GAB, LLT and HAD forms the basic building blocks of vcs functionality. I/O fencing driver on top of it provides the required data integrity. Before diving deep into the topic lets see some basic components of VCS which contribute to the communication stack of VCS.
– LLT stands for low latency transport protocol. The main purpose of LLT is to transmit heartbeats.
– GAB determines the state of a node with the heartbeats sent over the LLTs.
– LLTs are also used to distribute the inter system communication traffic equally among all the interconnects.
– We can configure upto 8 LLT links including the low and high priority links
1. High Priority links
– Heartbeat is sent every 0.5 seconds
– Cluster status information is passed to other nodes
– Configured using a private/dedicated network.
2. Low priority links
– Heartbeat is sent every 1 seconds
– No cluster status is sent over these links
– Automatically becomes high priority links if there are no more high priority links left
– Usually configured over a public interface (not dedicated)
To view the LLT link status use command verbosely :
# lltstat -nvv | more Node State Link Status Address *0 node01 OPEN ce0 UP 00:11:98:FF:FC:A4 ce1 UP 00:11:98:F3:9C:8C *0 node02 OPEN ce0 UP 00:11:98:87:F3:F4 ce1 UP 00:11:98:23:9A:C8
Other lltstat commands
# lltstat -> outputs link statistics # lltstat -c -> displays LLT configuration directives # lltstat -l -> lists information about each configured LLT link
Commands to start/stop LLT
# lltconfig -c -> start LLT # lltconfig -U -> stop LLT (GAB needs to stopped first)
LLT configuration files
LLT uses /etc/llttab to set the configuration of the LLT interconnects.
# cat /etc/llttab set-node node01 set-cluster 02 link nxge1 /dev/nxge1 - ether - - link nxge2 /dev/nxge2 - ether - - link-lowpri /dev/nxge0 – ether - -
set-cluster -> unique cluster number assigned to the entire cluster [ can have a value ranging between 0 to (64k – 1) ]. It should be unique across the organization.
set-node -> a unique number assigned to each node in the cluster. Here the name node01 has a corresponding unique node number in the file /etc/llthosts. It can range from 0 to 31.
– Another configuration file used by LLT is /etc/llthosts.

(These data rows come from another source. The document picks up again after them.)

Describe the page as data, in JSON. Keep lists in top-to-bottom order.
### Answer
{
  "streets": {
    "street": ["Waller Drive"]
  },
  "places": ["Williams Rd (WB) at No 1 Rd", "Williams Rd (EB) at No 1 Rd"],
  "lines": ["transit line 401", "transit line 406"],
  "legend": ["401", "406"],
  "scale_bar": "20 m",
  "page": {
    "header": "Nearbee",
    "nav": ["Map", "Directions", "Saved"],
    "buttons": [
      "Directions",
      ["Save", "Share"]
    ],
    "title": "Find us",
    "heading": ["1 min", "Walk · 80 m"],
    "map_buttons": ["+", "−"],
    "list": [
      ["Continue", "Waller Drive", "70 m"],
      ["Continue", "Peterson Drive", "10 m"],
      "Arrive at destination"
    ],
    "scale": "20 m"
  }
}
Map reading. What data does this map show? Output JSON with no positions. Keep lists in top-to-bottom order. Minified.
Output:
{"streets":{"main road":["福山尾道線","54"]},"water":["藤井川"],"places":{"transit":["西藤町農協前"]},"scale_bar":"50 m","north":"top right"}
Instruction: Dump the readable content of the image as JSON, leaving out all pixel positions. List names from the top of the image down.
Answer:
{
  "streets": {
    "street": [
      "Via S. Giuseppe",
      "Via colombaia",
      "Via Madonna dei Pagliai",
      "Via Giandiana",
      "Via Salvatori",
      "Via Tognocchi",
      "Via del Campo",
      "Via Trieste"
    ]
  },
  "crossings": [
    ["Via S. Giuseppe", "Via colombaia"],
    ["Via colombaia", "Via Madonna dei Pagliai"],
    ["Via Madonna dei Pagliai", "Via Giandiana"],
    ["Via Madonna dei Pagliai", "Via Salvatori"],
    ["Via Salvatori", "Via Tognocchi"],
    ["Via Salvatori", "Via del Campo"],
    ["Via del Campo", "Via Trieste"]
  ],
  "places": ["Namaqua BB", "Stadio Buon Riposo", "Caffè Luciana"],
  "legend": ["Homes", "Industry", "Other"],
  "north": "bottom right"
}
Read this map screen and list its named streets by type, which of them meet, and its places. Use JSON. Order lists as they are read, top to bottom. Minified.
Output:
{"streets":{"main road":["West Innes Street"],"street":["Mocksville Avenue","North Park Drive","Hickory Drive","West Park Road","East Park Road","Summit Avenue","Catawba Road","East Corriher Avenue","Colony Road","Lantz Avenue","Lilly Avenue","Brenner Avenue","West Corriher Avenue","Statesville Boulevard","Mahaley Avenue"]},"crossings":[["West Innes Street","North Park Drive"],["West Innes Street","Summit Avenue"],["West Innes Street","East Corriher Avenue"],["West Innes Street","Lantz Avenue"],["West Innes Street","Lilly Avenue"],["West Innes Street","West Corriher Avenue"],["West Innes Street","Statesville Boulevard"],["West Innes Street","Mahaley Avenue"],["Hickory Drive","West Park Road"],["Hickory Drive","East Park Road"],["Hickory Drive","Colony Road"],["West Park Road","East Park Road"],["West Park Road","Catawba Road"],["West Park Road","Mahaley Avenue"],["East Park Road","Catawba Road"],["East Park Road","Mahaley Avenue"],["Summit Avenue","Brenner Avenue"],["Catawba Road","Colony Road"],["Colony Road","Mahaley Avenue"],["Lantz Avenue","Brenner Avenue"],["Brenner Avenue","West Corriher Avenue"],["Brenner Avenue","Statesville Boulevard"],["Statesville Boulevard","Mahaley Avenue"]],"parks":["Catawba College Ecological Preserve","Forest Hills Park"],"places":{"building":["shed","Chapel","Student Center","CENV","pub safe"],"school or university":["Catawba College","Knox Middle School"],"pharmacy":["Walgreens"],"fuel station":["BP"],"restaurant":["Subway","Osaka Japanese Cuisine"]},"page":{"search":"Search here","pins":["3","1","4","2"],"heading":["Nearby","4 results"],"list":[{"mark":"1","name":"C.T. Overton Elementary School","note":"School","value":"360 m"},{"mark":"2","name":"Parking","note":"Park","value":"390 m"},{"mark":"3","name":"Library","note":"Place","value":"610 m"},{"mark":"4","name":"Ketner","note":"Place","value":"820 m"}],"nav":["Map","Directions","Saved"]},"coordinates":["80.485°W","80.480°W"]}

– It has the cluster-wide unique node number and nodename as follows:
# cat /etc/llthosts 0 node01 1 node02
– LLT has an another optional configuration file : /etc/VRTSvcs/conf/sysname.
– It contains short names for VCS to refer. It can be used by VCS to remove the dependency on OS hostnames.
– GAB stands for Group membership services and atomic broadcast.
– Group membership services : It maintains the overall cluster membership information by tracking the heartbeats sent over LLT interconnects. If any nodes fails to send the heartbeat over LLT the GAB module send the information to I/O fencing module to take further action to avoid any split brain condition if required. It also talks to the HAD which manages the agents and service groups.
– Atomic Broadcast : atomic broadcast of cluster membership ensures that every node in the cluster has same information about every resource and service group in the cluster.
GAB configuration files
The file /etc/gabtab contains the command to start the GAB.
# cat /etc/gabtab /sbin/gabconfig -c -n 4
here -n 4 -> number of nodes that must be communicating in order to start VCS.
Seeding During startup
– The option -n 4 in the GAB configuration file shown above ensures that minimum number of nodes are communicating before VCS can start. Its called seeding.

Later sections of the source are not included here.